Accelerating repeated eigenvalue searches

Haven’t read the whole thread, but LOBPCG does this. There’s an implementation in iterativesolvers.jl, and we also have one in DFTK.jl/src/eigen/lobpcg_hyper_impl.jl at master · JuliaMolSim/DFTK.jl · GitHub

2 Likes

I’ll have a look! Perhaps unsurprisingly, my use case is also about computing bandstructures :wink:

@antoine-levitt I’ve had a chance to try IterativeSolvers.lobpcg!. Without reusing vectors, it is 2 to 3x slower than KrylovKit and ArnoldiMethod. With reusing the vectors from the previous k-point, it roughly halves the number of iterations needed to converge (~15 instead of ~30), making it comparable, but typically somewhat slower.

I thought that perhaps instead of just reusing vectors (feeding V_{n-1}, the matrix of eigenvectors of the previous k-point) I instead try to extrapolate to the new k-point, i.e. feed into lobpcg as initial guess 2 V_{n-1} - V_{n-2}, would lead to better convergence. However, this actually hurt convergence and returned me to the ~30 iterations as with not reusing vectors at all. Any other ideas how to accelerate that convergence?

Since KrylovKit.jl does not have block implementations, you can only pass one starting vector. You could add a linear combination of the previous eigenvectors. If you would do this without changing the matrix, the individual eigenvectors would be reconstructed from the linear combination in a number of function applications equal to that of the number of vectors involved.

2Vn-1 - Vn-2 is not great as it would not be able to accomodate band crossings and the like. If you want to use the information of Vn-2, a better solution is to do a rayleigh-ritz method (diagonalize the operator in the basis formed of the union of Vn-1 and Vn-2) if you can afford it, although I’m not sure how much iterations it will buy you. Or even pass to LOBPCG more vectors than you actually need, and setting the stopping criterion to only look at the ones you actually need (I don’t know about IterativeSolvers but our solver has an option for this)

This is called a numerical continuation problem, and in related problems (tracking nonlinear eigenvalues for lasing modes) we’ve had good results with BifurcationKit.jl (which can do higher-order extrapolation and handle certain kinds of singularities); I haven’t tried it for band structures, though.

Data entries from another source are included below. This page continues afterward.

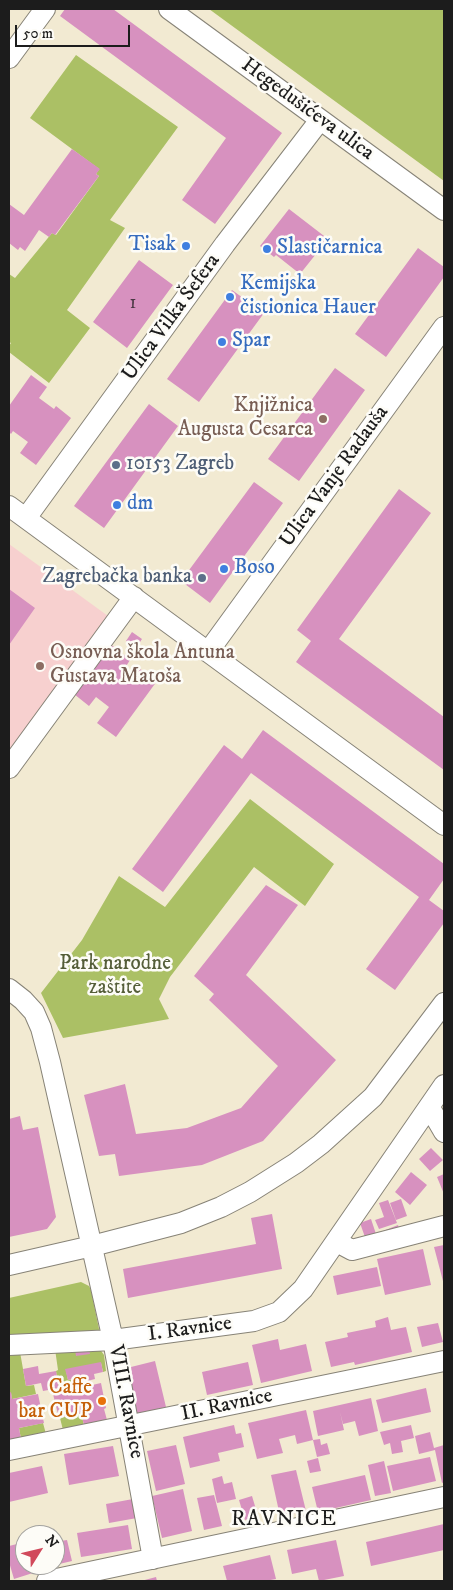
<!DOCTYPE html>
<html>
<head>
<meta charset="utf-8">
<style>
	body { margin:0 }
	#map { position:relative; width:453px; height:1590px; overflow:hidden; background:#f2ead2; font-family:"IM FELL DW Pica",serif }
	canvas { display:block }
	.frame { position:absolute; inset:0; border:10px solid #1c1c1c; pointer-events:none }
	.north { position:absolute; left:15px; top:1525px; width:50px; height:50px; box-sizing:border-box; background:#fdfcf7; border:1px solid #a3a29f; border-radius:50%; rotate:54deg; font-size:14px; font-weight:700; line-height:20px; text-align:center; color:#1c1c1c }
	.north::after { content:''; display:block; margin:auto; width:18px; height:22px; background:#d1495b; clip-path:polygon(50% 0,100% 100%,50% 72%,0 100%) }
	.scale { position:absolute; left:15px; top:25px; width:115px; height:22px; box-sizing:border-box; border:2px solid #1c1c1c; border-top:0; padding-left:6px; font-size:15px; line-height:18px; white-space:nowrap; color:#1c1c1c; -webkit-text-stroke:4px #fdfcf7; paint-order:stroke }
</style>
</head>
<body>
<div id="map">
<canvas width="453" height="1590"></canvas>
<div class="frame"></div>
<div class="north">N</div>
<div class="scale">50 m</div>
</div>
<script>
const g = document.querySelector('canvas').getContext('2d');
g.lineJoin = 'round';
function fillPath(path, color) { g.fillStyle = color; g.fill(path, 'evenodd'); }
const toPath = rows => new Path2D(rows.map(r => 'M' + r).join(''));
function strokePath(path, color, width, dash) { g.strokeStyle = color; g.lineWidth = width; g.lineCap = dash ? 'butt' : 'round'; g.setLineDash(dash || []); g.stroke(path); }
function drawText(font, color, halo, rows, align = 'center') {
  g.font = font + ' "IM FELL DW Pica",serif'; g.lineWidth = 5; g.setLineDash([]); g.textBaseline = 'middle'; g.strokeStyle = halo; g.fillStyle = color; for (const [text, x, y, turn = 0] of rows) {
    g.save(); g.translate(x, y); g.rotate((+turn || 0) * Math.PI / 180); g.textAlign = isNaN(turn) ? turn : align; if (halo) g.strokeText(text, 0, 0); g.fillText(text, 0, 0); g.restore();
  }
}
const built = toPath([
	[9,544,108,616,9,754]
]);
const green = toPath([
	[209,9,444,9,444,181],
	[76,55,178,127,110,220,125,228,67,310,90,328,49,383,9,352,9,346,11,343,9,342,9,274,15,278,52,233,56,235,99,176,96,174,99,169,30,118],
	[250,799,334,864,305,906,254,867,170,977,159,999,169,1019,63,1038,41,993,82,940,119,876,165,907],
	[81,1282,89,1286,91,1290,100,1334,9,1340,9,1298],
	[99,1348,104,1355,106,1371,103,1372,101,1363,66,1370,68,1380,75,1379,77,1388,59,1392,56,1371,58,1370,55,1349],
	[20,1352,26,1386,34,1385,36,1394,12,1399,11,1393,9,1393,9,1353],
	[81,1413,84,1425,63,1430,60,1418],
	[43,1423,46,1434,21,1439,19,1428]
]);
const building = toPath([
	[65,9,113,9,282,133,215,224,182,200,226,138,60,16],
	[72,149,100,169,96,174,99,176,55,235,52,233,49,237,39,230,25,251,20,247,18,250,9,243,9,204,24,215],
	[289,209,328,239,300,274,276,255,274,257,260,246],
	[418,248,444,267,444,277,386,357,355,334],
	[139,260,173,285,127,348,93,322],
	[232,290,264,313,199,402,167,379],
	[335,368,365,390,299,481,268,459],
	[31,375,47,387,39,398,54,409,56,406,71,418,36,465,20,453,28,442,13,431,11,434,9,432,9,406],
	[149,404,178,426,104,528,74,506],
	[254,482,283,503,210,603,181,581],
	[399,489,431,513,339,639,444,717,444,770,296,662,311,641,297,630],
	[9,589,35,608,9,645],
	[132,632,142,639,136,648,126,641],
	[109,643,130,660,123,671,133,679,140,669,157,681,116,737,97,723,109,707,96,697,89,706,74,694],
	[263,730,444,864,444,879,429,900,444,911,444,923,395,990,366,969,419,897,251,773,163,892,132,869,224,745,242,759],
	[266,885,298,905,246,975,336,1060,263,1141,202,1165,119,1176,115,1154,99,1156,84,1095,125,1084,136,1134,187,1128,241,1108,278,1066,209,1000,214,994,194,976],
	[20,1116,23,1130,38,1127,56,1217,47,1229,9,1237,9,1119],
	[431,1148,443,1160,430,1171,419,1159],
	[411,1172,427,1185,410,1205,395,1192],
	[444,1174,444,1194,437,1177],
	[401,1199,407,1216,396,1220,390,1203],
	[388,1200,397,1223,379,1229,375,1220,384,1217,379,1203],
	[272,1214,282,1269,128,1298,123,1269,256,1244,251,1218],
	[371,1219,377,1237,366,1240,360,1223],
	[398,1225,401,1234,386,1240,383,1231],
	[444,1245,444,1285,434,1247],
	[423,1249,431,1285,385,1295,377,1259],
	[377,1267,381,1286,337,1295,333,1276],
	[388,1317,391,1330,406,1327,412,1352,355,1365,354,1362,331,1367,325,1342,348,1337,347,1333,376,1327,375,1321],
	[438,1323,443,1342,422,1347,417,1327],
	[278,1339,280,1350,306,1344,312,1371,261,1383,252,1345],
	[89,1348,90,1354,76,1356,75,1350],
	[155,1361,166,1407,137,1414,127,1368],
	[101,1362,103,1372,94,1374,95,1379,83,1382,83,1377,68,1380,65,1369],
	[248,1362,253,1385,207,1395,202,1372],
	[38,1366,39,1374,56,1371,59,1388,43,1391,41,1383,26,1386,23,1369],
	[101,1383,106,1408,104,1409,107,1420,84,1425,81,1413,59,1418,53,1394],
	[426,1388,431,1412,382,1423,376,1400],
	[11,1392,12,1399,38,1394,44,1423,19,1428,21,1439,9,1442,9,1393],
	[371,1398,378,1431,359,1436,355,1421,343,1424,340,1412,344,1430,318,1436,313,1411],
	[306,1410,313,1440,297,1444,295,1435,279,1439,283,1453,257,1459,248,1423],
	[234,1425,236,1434,241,1433,244,1447,218,1453,220,1461,190,1468,183,1437],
	[411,1425,414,1438,401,1441,403,1452,392,1454,390,1443,384,1445,380,1432],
	[430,1432,434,1448,444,1445,444,1482,442,1483,435,1450,419,1454,415,1436],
	[320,1439,321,1445,327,1443,330,1454,317,1457,313,1440],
	[176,1445,185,1484,156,1491,147,1451],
	[113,1446,119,1476,69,1485,64,1454],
	[430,1457,436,1481,393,1491,387,1466],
	[318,1458,321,1471,310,1473,307,1461],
	[384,1461,391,1493,375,1496,368,1465],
	[42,1466,48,1493,9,1502,9,1473],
	[296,1470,306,1511,280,1516,271,1475],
	[365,1475,371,1500,318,1512,312,1487],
	[222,1476,224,1484,232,1482,236,1499,217,1503,212,1479],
	[183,1489,192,1531,162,1538,152,1496],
	[214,1495,222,1526,204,1530,197,1498],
	[252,1496,258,1516,245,1520,239,1500],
	[133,1499,137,1518,109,1523,106,1504],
	[444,1524,444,1550,371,1566,366,1542],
	[128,1525,132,1549,81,1557,77,1533],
	[67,1540,72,1561,55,1565,55,1542],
	[336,1540,344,1576,319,1581,316,1569,292,1574,287,1550],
	[25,1542,25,1565,37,1565,39,1571,14,1579,9,1562,9,1546],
	[270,1555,276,1579,265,1581,227,1581,223,1566],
	[156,1577,157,1581,141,1581]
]);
const minor = toPath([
	[169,9,444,210],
	[9,58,45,9],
	[9,506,444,825],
	[26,518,225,244,320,120],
	[208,652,444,327],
	[9,768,134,597],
	[9,989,23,1000,34,1012,41,1028,50,1062,113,1340,153,1559],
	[430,1108,444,1132],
	[337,1242,352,1250,444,1226],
	[9,1265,92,1246,181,1223,221,1207,250,1192,296,1163,321,1144,373,1097,444,1003],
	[9,1345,113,1340,254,1321,279,1312,303,1289,444,1085],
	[9,1450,444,1361],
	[47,1581,444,1497]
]);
const markers = [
	[186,246,5,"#3f7fe0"],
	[267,249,5,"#3f7fe0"],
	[230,297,5,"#3f7fe0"],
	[222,342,5,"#3f7fe0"],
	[323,419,5,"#8d6e63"],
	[116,465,5,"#5c6f8a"],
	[117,505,5,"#3f7fe0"],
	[224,569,5,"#3f7fe0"],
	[202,578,5,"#5c6f8a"],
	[40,666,5,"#8d6e63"],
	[102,1401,5,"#e8710a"]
];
const numberNames = [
	["1",133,304]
];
const streetNames = [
	["Hegedušićeva ulica",307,110,36],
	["Ulica Vilka Šefera",172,318,-54],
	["Ulica Vanje Radauša",335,477,-54],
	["I. Ravnice",190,1330,-8],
	["VIII. Ravnice",125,1402,79],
	["II. Ravnice",227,1406,-12]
];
const shopNames = [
	["Tisak",176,246,"right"],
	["Slastičarnica",277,249],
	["Kemijska",240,285],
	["čistionica Hauer",240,309],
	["Spar",232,342],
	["dm",127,505],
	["Boso",234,569]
];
const educationNames = [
	["Knjižnica",313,407],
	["Augusta Cesarca",313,431],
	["Osnovna škola Antuna",50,654,"left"],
	["Gustava Matoša",50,678,"left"]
];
const serviceNames = [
	["10153 Zagreb",126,465],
	["Zagrebačka banka",192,578,"right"]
];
const parkNames = [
	["Park narodne",115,965],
	["zaštite",115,989]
];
const foodNames = [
	["Caffe",92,1389],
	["bar CUP",92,1413]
];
const neighbourhoodNames = [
	["RAVNICE",284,1520]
];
fillPath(built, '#f7d0cf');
fillPath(green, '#abc065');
fillPath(building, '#d791bf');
strokePath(minor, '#878377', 22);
strokePath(minor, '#fff', 20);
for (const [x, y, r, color] of markers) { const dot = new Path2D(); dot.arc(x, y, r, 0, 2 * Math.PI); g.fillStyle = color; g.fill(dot); strokePath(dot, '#fdfcf7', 2); }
drawText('19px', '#4b3945', null, numberNames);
drawText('21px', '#1c1c1c', '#fdfcf7', streetNames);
drawText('21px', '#366cbe', '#fdfcf7', shopNames, 'left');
drawText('21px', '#785e54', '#fdfcf7', educationNames, 'right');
drawText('21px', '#4e5e75', '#fdfcf7', serviceNames, 'left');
drawText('21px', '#555e39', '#fdfcf7', parkNames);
drawText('21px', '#c56008', '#fdfcf7', foodNames, 'right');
g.letterSpacing = '1px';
drawText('22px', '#1c1c1c', '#fdfcf7', neighbourhoodNames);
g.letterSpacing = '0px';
</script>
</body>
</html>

(But you still have to be careful of band crossings, i.e. where you are computing N bands but the N+1-th band crosses the N-th band, as @antoine-levitt discusses above.)

1 Like

Presumably for band structures it’s a complex operator with arbitrary phase on the eigenvectors, so if you want to extrapolate you’d need at least to align the vectors before, ie find the best unitary R such that Vn-2 R is closest to Vn-1 (which you do by an svd of the overlap between Vn-2 and Vn-1)

Note that for LOBPCG you should only need to extrapolate the subspace, i.e. you should only need to extrapolate to a set of vectors that nearly spans the new eigenvectors.

But for extrapolating from multiple k points I agree that you need to be careful about choosing the bases. One possibility is described in https://onlinelibrary.wiley.com/doi/abs/10.1002/pssb.202000260

Also https://doi.org/10.1021/acs.jctc.0c00684

@antoine-levitt @stevengj Fair, I did not consider that the phase might be an issue. For the low order extrapolation I was proposing, would simply fixing the phase of each basis vector, i.e. enforce Vn[1,:] are real, solve most of the problem? (Admittedly, this does not deal with the arbitrary superposition of degenerate eigenvectors. I am dealing with a low-symmetry case, so I expect at most doublets. Perhaps @stevengj 's comment on needing only extrapolated superposition applies.) Otherwise, could you be a bit more explicit about the SVD approach you outlined?

Probably, as long as the first component doesn’t vanish. A better way is to align them, ie find the phase phi such that vn-1 phi is closest to vn-2. This comes out as vn-1 becomes vn-2 <vn-2, vn-1>/|<vn-2, vn-1>| (or something like this).

In the general multivector case, phi becomes a unitary matrix which can be obtained from an SVD of the overlap matrix between Vn-1 and Vn-2. I’m sure it’s very standard but I don’t know offhand of a place where it’s written down properly…

Would this be it?

Yep!